Exercise:
All lines in the entries below that hold "display" make up the answer.

Supplied material:
*-*-*

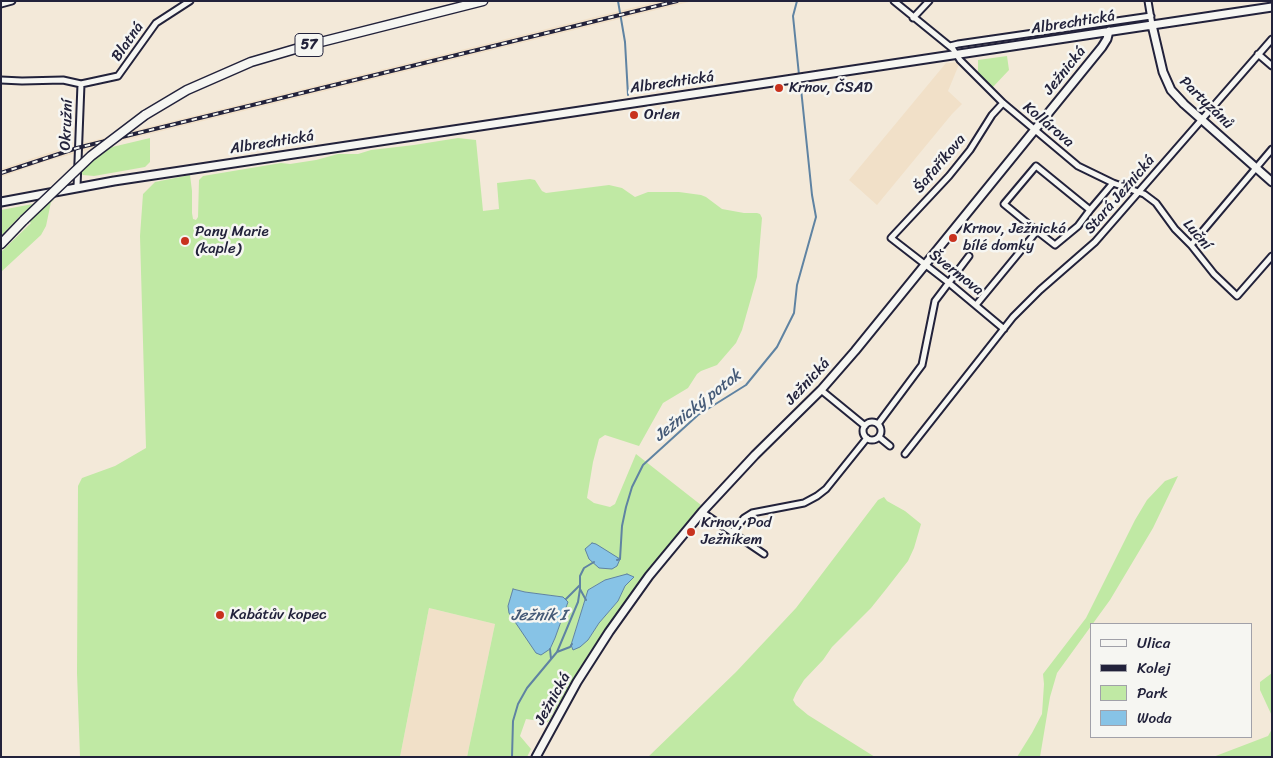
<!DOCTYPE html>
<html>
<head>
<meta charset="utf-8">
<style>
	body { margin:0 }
	#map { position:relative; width:1273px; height:758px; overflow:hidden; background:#f3e9d9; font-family:Sriracha,sans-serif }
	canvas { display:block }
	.frame { position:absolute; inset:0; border:2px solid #22223b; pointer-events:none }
	.legend { position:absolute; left:1090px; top:623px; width:162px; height:115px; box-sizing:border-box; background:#f6f6f2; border:1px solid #a1a1a9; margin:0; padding:6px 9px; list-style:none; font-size:15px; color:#22223b }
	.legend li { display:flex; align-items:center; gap:10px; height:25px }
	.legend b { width:25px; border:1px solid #a1a1a9 }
</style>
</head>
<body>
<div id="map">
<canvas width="1273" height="758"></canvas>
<div class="frame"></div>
<ul class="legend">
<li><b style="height:6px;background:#f6f6f2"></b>Ulica</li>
<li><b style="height:6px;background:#22223b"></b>Kolej</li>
<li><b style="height:14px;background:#c0e9a4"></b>Park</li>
<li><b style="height:14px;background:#87c3e6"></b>Woda</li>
</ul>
</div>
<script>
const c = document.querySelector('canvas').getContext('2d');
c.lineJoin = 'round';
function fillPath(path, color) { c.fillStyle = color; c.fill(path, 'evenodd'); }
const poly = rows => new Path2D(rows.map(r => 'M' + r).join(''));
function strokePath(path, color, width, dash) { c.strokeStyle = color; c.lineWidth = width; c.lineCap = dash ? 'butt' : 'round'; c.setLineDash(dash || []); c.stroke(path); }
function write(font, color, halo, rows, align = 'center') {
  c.font = font + ' Sriracha,sans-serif'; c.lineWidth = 5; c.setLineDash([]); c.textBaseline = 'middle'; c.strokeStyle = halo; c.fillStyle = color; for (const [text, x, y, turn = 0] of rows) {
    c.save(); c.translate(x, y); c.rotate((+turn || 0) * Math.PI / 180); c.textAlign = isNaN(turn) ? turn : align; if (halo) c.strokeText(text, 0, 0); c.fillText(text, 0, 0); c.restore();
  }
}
fillPath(poly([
	[660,1,693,1,113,143,47,161,1,177,1,169,63,148],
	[960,62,948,91,962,104,952,114,877,205,849,180,946,63],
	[429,608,495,624,467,757,400,757]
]), '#f1e0c8');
fillPath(poly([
	[1007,56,1009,70,992,88,978,74,978,60],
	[150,138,150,162,145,167,94,176,83,175,81,173,81,161,87,153],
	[458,138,476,140,483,211,499,209,497,183,530,179,535,180,542,191,546,193,609,185,622,188,635,197,648,192,679,192,701,195,706,197,722,209,744,213,757,213,760,214,762,218,757,277,742,330,736,343,717,365,701,371,697,374,688,388,663,403,639,446,605,435,599,439,593,462,587,498,594,503,610,507,615,504,636,454,701,505,639,581,589,653,548,722,526,719,520,736,531,749,527,757,467,757,495,624,429,608,400,757,80,757,77,673,78,486,82,478,115,466,146,448,140,236,143,194,155,182,190,175,192,191,192,213,193,219,196,220,198,217,199,180,203,176,281,163,290,164,316,160,338,154,358,154,371,150,414,145],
	[605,580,625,586,618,601,599,623,588,640,571,645,588,590],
	[513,589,525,592,563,597,568,602,555,638,550,649,536,653,508,606],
	[54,200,51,202,46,226,41,235,1,272,1,252,31,223,21,215,1,236,1,210],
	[1178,476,1153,528,1110,600,1057,673,1050,697,1040,757,1017,757,1032,733,1042,714,1044,684,1043,674,1086,618,1135,520,1147,500,1165,481],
	[884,497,887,501,905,511,921,524,914,548,908,561,887,588,871,608,832,647,823,660,804,680,796,693,793,700,796,705,808,715,875,757,648,757,736,672,796,608,878,500],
	[1272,673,1272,716,1260,690,1260,682],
	[1272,729,1272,757,1213,757,1268,736]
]), '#c0e9a4');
const water = poly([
	[592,543,596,544,620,559,617,566,612,569,599,568,589,559,585,549,592,543],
	[627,574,634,577,625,586,618,601,599,623,588,640,580,647,573,650,571,645,588,590,605,580,627,574],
	[513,589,525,592,563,597,568,602,555,638,550,649,541,655,536,653,509,613,508,606,513,589]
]);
fillPath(water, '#87c3e6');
strokePath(water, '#5f83a2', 1);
strokePath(poly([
	[618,1,625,42,628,95],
	[797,1,793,16,799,75],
	[617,560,620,559,622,526,626,507,632,487,643,465,698,415,746,385,777,347,794,313,797,285,816,217,812,195,800,79],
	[580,589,586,600],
	[566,599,580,585],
	[550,649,551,659],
	[557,652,570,647,572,644],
	[512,757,513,721,518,704,527,688,557,652,578,602,580,589,580,576,584,568,594,562]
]), '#5f83a2', 2);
const street = poly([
	[894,1,953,49,960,60,1003,103,1078,166,1113,183,1144,194,1156,203,1175,229,1191,245,1214,274,1237,296,1272,256],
	[1148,1,1152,25],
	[1,4,12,1],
	[913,18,929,1],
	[950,46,958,44,1151,16],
	[1258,54,1272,66],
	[1,80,22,81,63,80,81,84,77,187],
	[81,84,118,76,156,23,190,1],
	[1003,103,992,115,970,150,949,176,891,238,949,283,1004,329],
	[1090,210,1113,183],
	[1191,245,1272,149],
	[976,305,1037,231,1004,204,1036,166,1090,210,1078,226,1055,245,1037,231],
	[821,390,865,426],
	'863 431a9 9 0 1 1 18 0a9 9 0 1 1-18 0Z',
	[878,424,922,365,935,301,969,256],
	[879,437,890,446],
	[905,454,1013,317,1040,290,1095,242,1272,39],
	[702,512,764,554],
	[732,533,744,518,752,513,804,503,817,496,826,489,867,438]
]);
const secondary = poly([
	[1152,25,1163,72,1171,90,1184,104,1272,182],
	[1,202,114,181,1272,7],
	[536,757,577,682,609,632,649,576,702,512,755,455,821,390,855,351,1102,47,1107,39,1109,31]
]);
const primary = poly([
	[145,115,187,90,251,62,309,45,483,1],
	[1,244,24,220]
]);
strokePath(street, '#22223b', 9);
strokePath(secondary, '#22223b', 11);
strokePath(primary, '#22223b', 11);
strokePath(street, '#f6f6f2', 5);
strokePath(secondary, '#f6f6f2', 7);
strokePath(primary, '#f6f6f2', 8);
const rail = poly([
	[1,173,77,148,677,1]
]);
strokePath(rail, '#22223b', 4);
strokePath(rail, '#f6f6f2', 2, [5.5]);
const primaryBridge = poly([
	[24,220,91,156,145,115]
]);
strokePath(primaryBridge, '#22223b', 11, []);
strokePath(primaryBridge, '#f6f6f2', 8);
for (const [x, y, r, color] of [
	[779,88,5,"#c8321e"],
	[634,115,5,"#c8321e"],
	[953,238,5,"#c8321e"],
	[185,241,5,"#c8321e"],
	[691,532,5,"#c8321e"],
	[220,615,5,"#c8321e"]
]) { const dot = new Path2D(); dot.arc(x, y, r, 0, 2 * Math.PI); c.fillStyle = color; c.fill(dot); strokePath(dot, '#f6f6f2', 2); }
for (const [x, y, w] of [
	[309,45,28]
]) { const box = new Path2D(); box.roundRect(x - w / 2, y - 11.5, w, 23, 4); c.fillStyle = '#f6f6f2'; c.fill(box); strokePath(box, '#22223b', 1); }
write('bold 14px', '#22223b', null, [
	["57",309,45]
]);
write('15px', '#22223b', '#f6f6f2', [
	["Albrechtická",1073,23,-9],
	["Blatná",128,42,-55],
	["Ježnická",1065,71,-51],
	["Albrechtická",672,83,-8],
	["Partyzánů",1206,103,44],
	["Okružní",67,125,-87],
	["Kollárova",1048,125,40],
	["Albrechtická",272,143,-9],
	["Šafaříkova",940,164,-50],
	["Stará Ježnická",1120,195,-49],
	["Luční",1197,235,49],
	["Švermova",956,273,38],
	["Ježnická",808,382,-47],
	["Ježnická",553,699,-61]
]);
write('15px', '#22223b', '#f6f6f2', [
	["Krnov, ČSAD",789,88],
	["Orlen",644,115],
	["Krnov, Ježnická",963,229],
	["bílé domky",963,246],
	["Pany Marie",195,232],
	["(kaple)",195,249],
	["Krnov, Pod",701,523],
	["Ježníkem",701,540],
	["Kabátův kopec",230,615]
], 'left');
write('italic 16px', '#455a77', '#f6f6f2', [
	["Ježnický potok",698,406,-38],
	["Ježník I",539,616]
]);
</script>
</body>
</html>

*-*-*

Task output:
	canvas { display:block }
	.legend li { display:flex; align-items:center; gap:10px; height:25px }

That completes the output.